## Input material:

::::

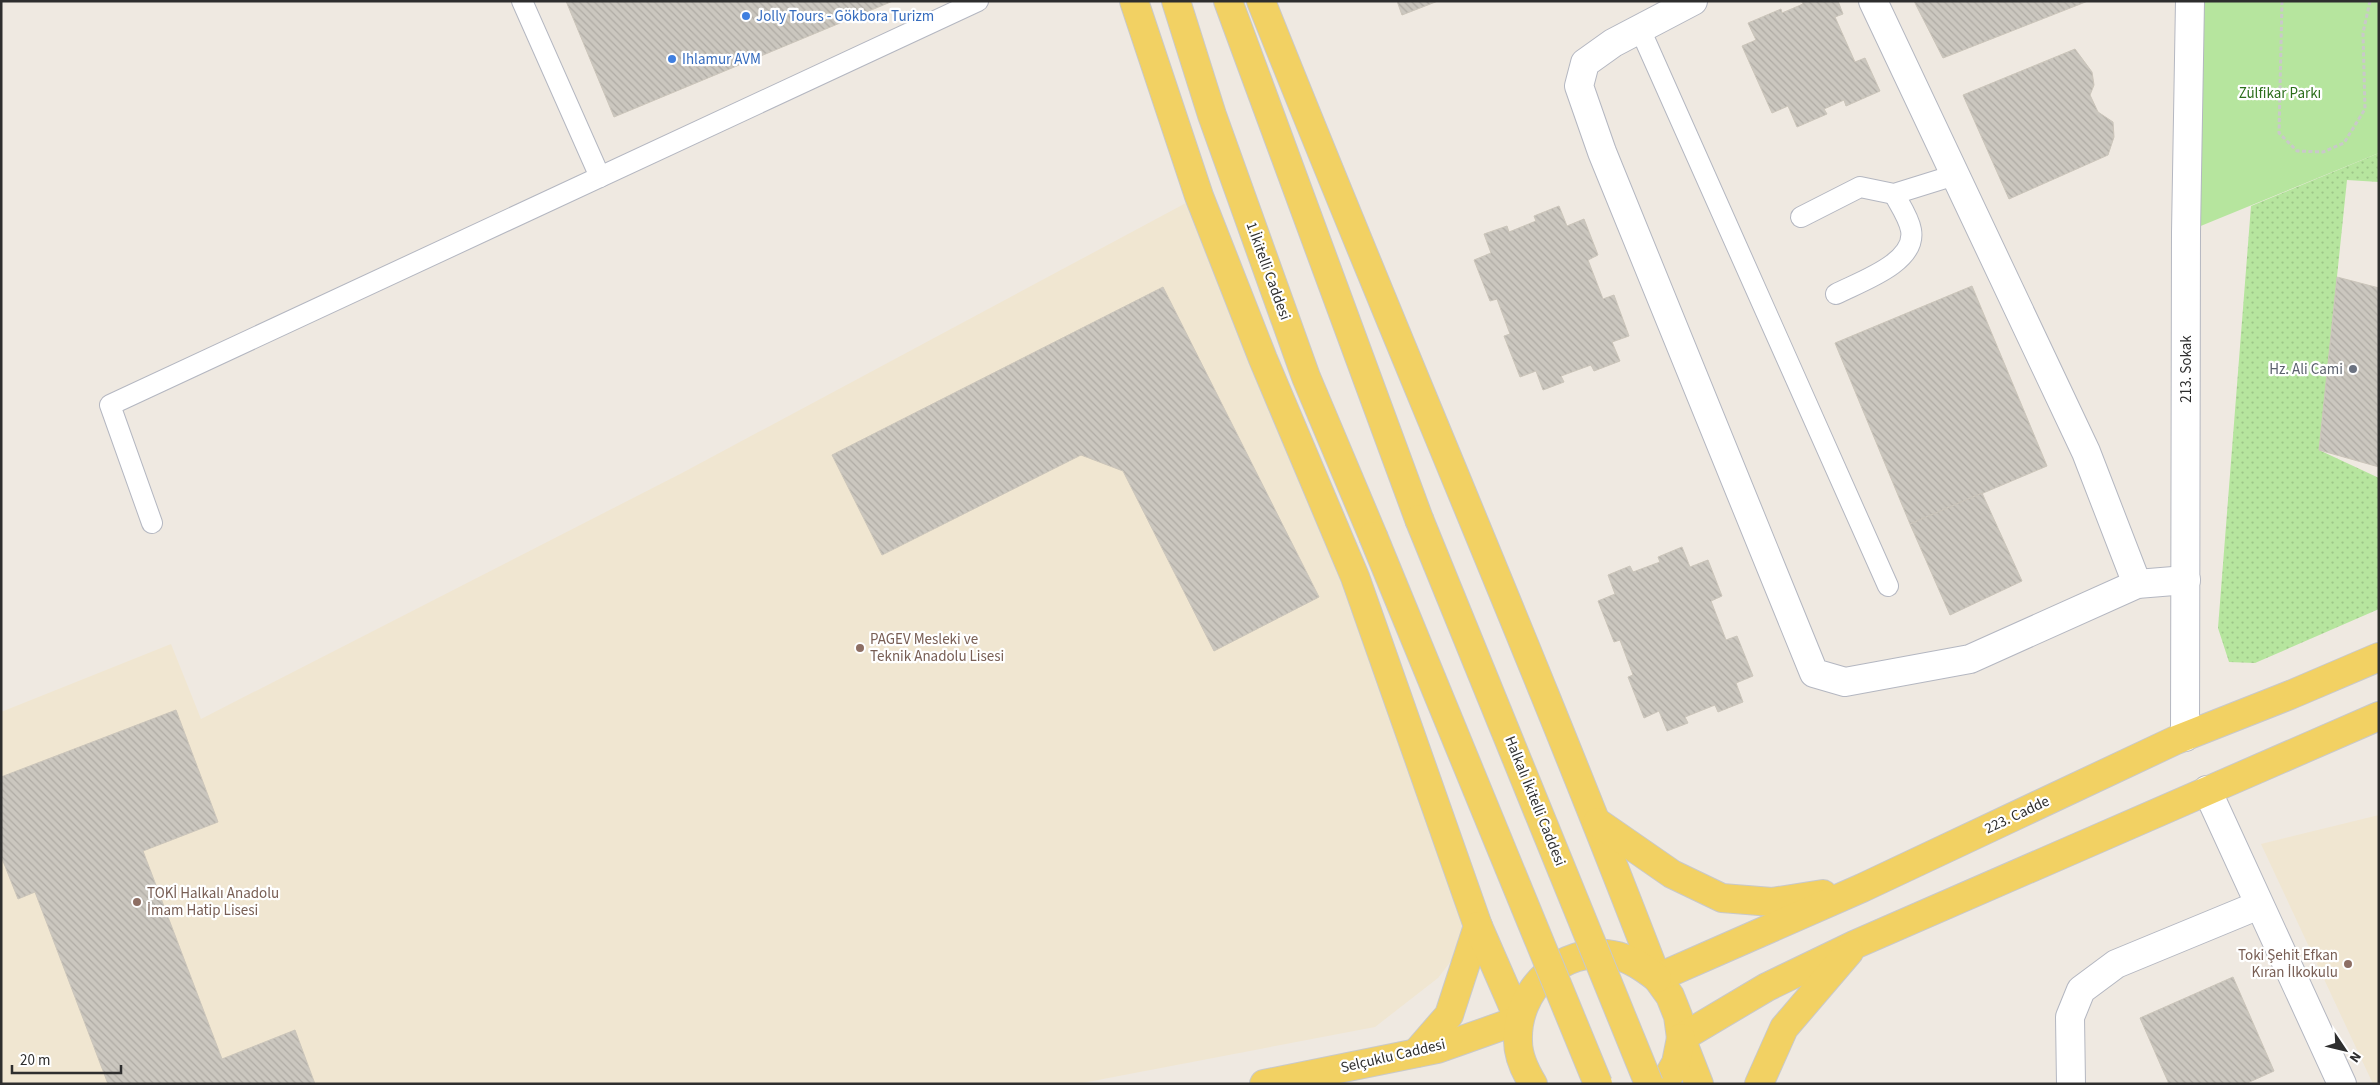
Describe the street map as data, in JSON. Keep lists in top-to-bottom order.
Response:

::::

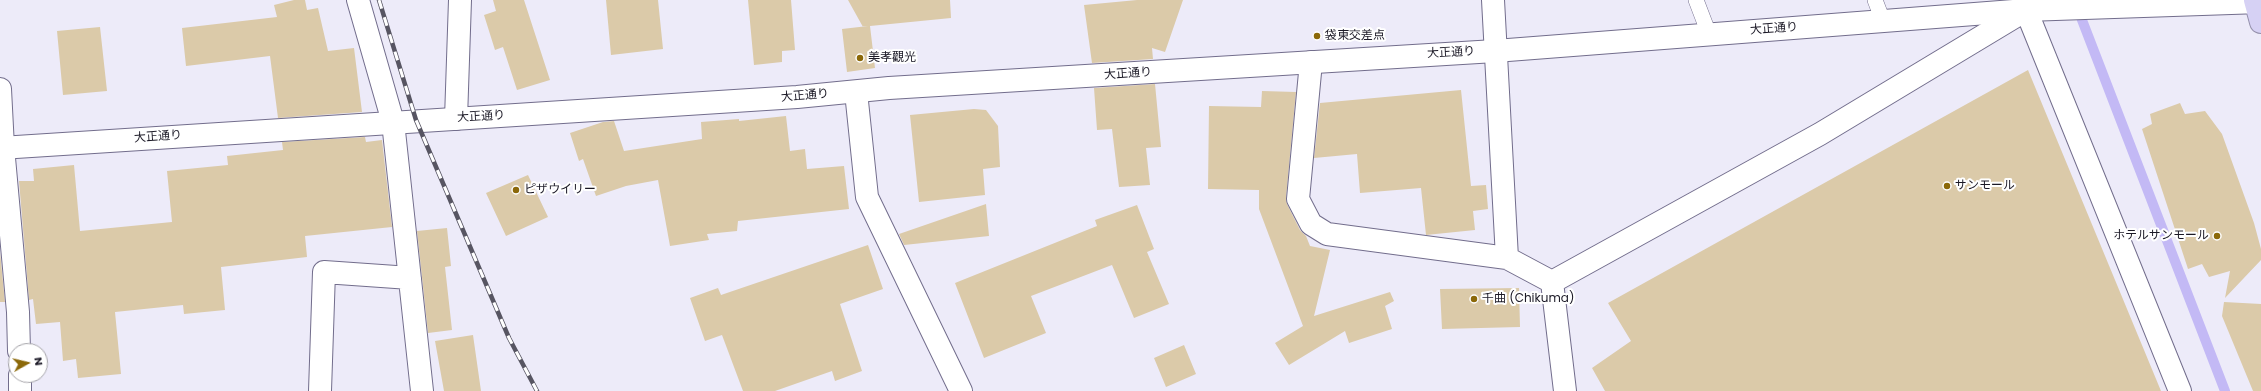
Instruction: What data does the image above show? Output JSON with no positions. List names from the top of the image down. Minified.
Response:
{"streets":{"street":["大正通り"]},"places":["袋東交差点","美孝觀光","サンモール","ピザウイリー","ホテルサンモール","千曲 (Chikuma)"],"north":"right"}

::::

Collect, from the material above, every line containing the word "data".

Describe the street map as data, in JSON. Keep lists in top-to-bottom order.
Instruction: What data does the image above show? Output JSON with no positions. List names from the top of the image down. Minified.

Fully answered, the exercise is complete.